A travers sa vision et orientations stratégiques, le Plan stratégique Gabon émergent (PSGE) met clairement en évidence, le paradoxe socio-économique qui obère le développement socio-économique du pays.
A travers sa vision et orientations stratégiques, le Plan stratégique Gabon émergent (PSGE) met clairement en évidence, le paradoxe socio-économique qui obère le développement socio-économique du pays.
Selon ce document, en raison de son PIB par habitant élevé (8 833 dollars US1), le pays appartient au groupe des Pays à revenus intermédiaires (PRI), alors que ses indicateurs sociaux s’apparent à ceux du groupe des Pays les moins avancés (PMA). Environ un quart de la population vit en dessous du seuil de pauvreté et les conditions sociales des couches les plus vulnérables (veuves, orphelins, filles mères, femmes divorcées, malades du SIDA, enfants de la rue, handicapés…) sont particulièrement préoccupantes.
Dans le domaine de la santé, les indicateurs montrent une situation peu reluisante. En 2010, l’espérance de vie à la naissance était de 61 ans pour les femmes et 58 ans pour les hommes. Quoique la mortalité infantile s’est nettement améliorée, mais elle demeure encore importante (47 pour mille en 2010 contre 95 pour mille en 1992). La prévalence du paludisme, premier facteur de mortalité, reste élevée sur l’ensemble du territoire (37 à 71%, selon les zones). Similairement, la prévalence au VIH/SIDA est passée de 1,8% en 1986 à 5,2% en 2009. Par ailleurs, 46% des ménages vivant en zone urbaine habitent dans des quartiers moins salubres et le déficit de logements est estimé à 160 000 en 2005.

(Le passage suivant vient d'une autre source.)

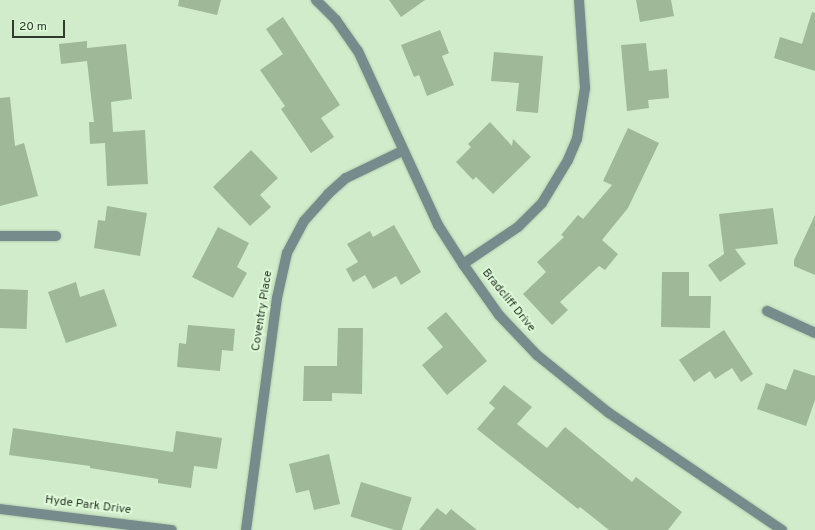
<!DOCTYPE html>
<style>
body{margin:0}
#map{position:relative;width:815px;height:530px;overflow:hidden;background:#d0ecca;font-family:Overpass,sans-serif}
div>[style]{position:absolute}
.building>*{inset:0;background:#9eb898;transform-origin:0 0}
.roads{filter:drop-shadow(0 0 1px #b0c9ab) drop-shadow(0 0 1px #b0c9ab)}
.minor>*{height:10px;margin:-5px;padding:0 5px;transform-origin:5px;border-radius:5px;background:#768b8c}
span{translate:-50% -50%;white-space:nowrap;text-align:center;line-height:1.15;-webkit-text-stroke:4px #ddf9d7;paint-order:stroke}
.street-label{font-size:12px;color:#303b2e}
.scale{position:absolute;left:12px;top:20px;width:53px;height:18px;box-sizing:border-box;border:2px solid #303b2e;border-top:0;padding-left:5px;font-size:12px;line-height:14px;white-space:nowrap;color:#303b2e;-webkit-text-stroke:3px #ddf9d7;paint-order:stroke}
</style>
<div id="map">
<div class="building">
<i style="clip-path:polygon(179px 0,221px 0,217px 15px,178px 6px)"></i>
<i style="clip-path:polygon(389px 0,425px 0,401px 17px)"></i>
<i style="clip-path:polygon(636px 0,671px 0,674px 16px,640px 22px)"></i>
<i style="clip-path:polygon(812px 12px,815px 13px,815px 71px,774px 58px,780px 37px,802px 44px)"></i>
<i style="clip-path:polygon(283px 17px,340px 105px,321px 118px,334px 137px,311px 153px,281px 109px,285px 106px,260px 70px,283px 54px,266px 29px)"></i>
<i style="clip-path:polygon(440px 30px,449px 53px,442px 56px,454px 85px,427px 96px,419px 75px,414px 77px,401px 45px)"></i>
<i style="clip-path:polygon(87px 41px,87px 48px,126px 44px,132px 99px,111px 102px,113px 132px,145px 130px,148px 184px,107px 186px,105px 143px,90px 144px,89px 122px,94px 122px,87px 61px,61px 64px,59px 44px)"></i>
<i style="clip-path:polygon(646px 43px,649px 71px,667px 69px,669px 98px,648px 100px,649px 108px,627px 111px,621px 45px)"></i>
<i style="clip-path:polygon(494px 52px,543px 56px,538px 113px,516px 111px,519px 83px,491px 81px)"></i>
<i style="clip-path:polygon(10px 97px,15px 146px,24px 143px,38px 196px,0 206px,0 98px)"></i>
<i style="clip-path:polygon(490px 122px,512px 146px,513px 139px,531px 157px,493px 194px,476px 177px,473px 180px,456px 162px,471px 147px,468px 144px)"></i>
<i style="clip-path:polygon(628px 128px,659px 143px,628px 208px,602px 240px,618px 254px,605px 270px,599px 266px,560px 302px,568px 310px,552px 325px,523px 294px,546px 272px,537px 262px,564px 237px,561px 235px,578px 215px,583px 219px,612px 185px,603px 181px)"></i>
<i style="clip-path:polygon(251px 150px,278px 178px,260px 195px,271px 207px,250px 226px,213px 187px)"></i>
<i style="clip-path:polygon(107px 206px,147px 213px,140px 256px,94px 248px,98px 220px,105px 221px)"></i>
<i style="clip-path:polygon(773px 208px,778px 244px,735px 249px,746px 264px,720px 282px,708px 265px,724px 254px,719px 214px)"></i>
<i style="clip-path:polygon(815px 215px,815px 275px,794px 266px,794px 260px)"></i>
<i style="clip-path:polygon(394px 225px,421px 272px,401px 285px,396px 276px,373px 289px,365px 275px,353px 282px,346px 269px,358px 262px,347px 244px,370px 231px,373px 237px)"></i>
<i style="clip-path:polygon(218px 227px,249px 243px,237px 267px,247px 273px,233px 298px,192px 277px)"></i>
<i style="clip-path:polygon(662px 272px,689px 272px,689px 296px,711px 296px,710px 328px,661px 327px)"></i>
<i style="clip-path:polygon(76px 282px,80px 297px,104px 289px,117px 326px,66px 343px,48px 292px)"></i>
<i style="left:0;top:289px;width:28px;height:39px;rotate:2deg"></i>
<i style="clip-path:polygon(446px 312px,487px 361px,447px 395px,422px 365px,443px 347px,427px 328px)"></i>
<i style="clip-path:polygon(188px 325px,235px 329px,233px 351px,222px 350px,220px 371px,177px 367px,179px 343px,186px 344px)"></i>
<i style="clip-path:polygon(338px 328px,363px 328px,362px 394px,332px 393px,332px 401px,303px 401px,304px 366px,337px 366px)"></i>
<i style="clip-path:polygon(724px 330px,753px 374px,741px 382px,732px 368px,715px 379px,710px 371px,694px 382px,679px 360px)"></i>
<i style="clip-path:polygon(794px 369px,815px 376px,815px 400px,806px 426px,757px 409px,766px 383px,786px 390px)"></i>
<i style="clip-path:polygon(504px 385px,532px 407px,517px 424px,547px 448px,565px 427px,632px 482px,636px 477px,682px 512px,668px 530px,609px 530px,580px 507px,578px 509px,477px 429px,495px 408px,489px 403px)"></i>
<i style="clip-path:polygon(13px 428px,173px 452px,176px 431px,222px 438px,217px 469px,194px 466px,191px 488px,158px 483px,158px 479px,90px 468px,90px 466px,9px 455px)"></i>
<i style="clip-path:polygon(329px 454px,340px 504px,314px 510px,309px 490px,296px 493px,289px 464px)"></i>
<i style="left:361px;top:482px;width:53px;height:36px;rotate:17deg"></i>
<i style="clip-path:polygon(437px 508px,446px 515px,451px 509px,477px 530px,419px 530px)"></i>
</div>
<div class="roads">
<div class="minor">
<i style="left:316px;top:0;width:28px;rotate:45deg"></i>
<i style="left:336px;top:20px;width:38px;rotate:55deg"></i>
<i style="left:358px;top:51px;width:192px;rotate:65.3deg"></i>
<i style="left:438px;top:225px;width:46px;rotate:57.3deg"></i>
<i style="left:463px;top:264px;width:62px;rotate:54.8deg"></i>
<i style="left:499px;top:315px;width:55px;rotate:46.5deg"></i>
<i style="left:537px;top:355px;width:92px;rotate:38.9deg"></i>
<i style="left:609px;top:413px;width:209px;rotate:34.1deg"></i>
<i style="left:0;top:236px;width:56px"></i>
<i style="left:463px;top:264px;width:66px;rotate:-33.9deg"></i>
<i style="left:518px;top:227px;width:34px;rotate:-45deg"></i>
<i style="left:542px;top:203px;width:50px;rotate:-58.8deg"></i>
<i style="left:568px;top:160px;width:23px;rotate:-67deg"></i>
<i style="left:577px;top:139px;width:52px;rotate:-81.1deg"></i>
<i style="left:585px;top:88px;width:88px;rotate:-93.9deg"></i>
<i style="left:767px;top:311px;width:53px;rotate:24.6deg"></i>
<i style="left:0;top:509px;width:173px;rotate:7deg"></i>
<i style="left:246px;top:530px;width:234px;rotate:-82.4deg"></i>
<i style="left:277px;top:298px;width:46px;rotate:-77.5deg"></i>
<i style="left:287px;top:253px;width:36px;rotate:-62deg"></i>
<i style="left:304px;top:221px;width:36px;rotate:-48deg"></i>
<i style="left:328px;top:194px;width:24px;rotate:-42deg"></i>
<i style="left:346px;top:178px;width:62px;rotate:-25.7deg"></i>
</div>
</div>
<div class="street-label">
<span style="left:508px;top:301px;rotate:51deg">Bradcliff Drive</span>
<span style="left:263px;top:311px;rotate:-81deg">Coventry Place</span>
<span style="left:88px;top:506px;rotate:7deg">Hyde Park Drive</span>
</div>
<div class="scale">20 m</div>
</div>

Par ailleurs, la forte urbanisation qu’a connu le pays s’est accompagnée d’une dégradation de la qualité de l’environnement, avec un cadre de vie et de l’habitat précaire, un accès insuffisant à l’eau potable (74% ; dont 94% en milieu urbain et 45,8% en milieu rural) et aux services d’assainissement (un ménage sur quatre n’utilise pas de latrine).
Le rapport final de la Stratégie d’investissement humain au Gabon (SIHG), commandé par le chef de l’Etat, Ali Bongo Ondimba, au Cabinet McKinsey, livré en décembre 2013 se veut également moins élogieux pour le pays. S’il montre néanmoins que le Gabon présente aujourd’hui un bon niveau de développement humain, le quatrième en Afrique et le 1er en Afrique subsaharienne quand on considère le revenu par habitant et le niveau d’urbanisation, il fait également un bémol sur cette situation. Cela, en précisant que cet Indice de développement humain élevé s’accompagne d’inégalités persistantes au sein de la population et d’un net décrochage sur un certain nombre d’indicateurs sociaux.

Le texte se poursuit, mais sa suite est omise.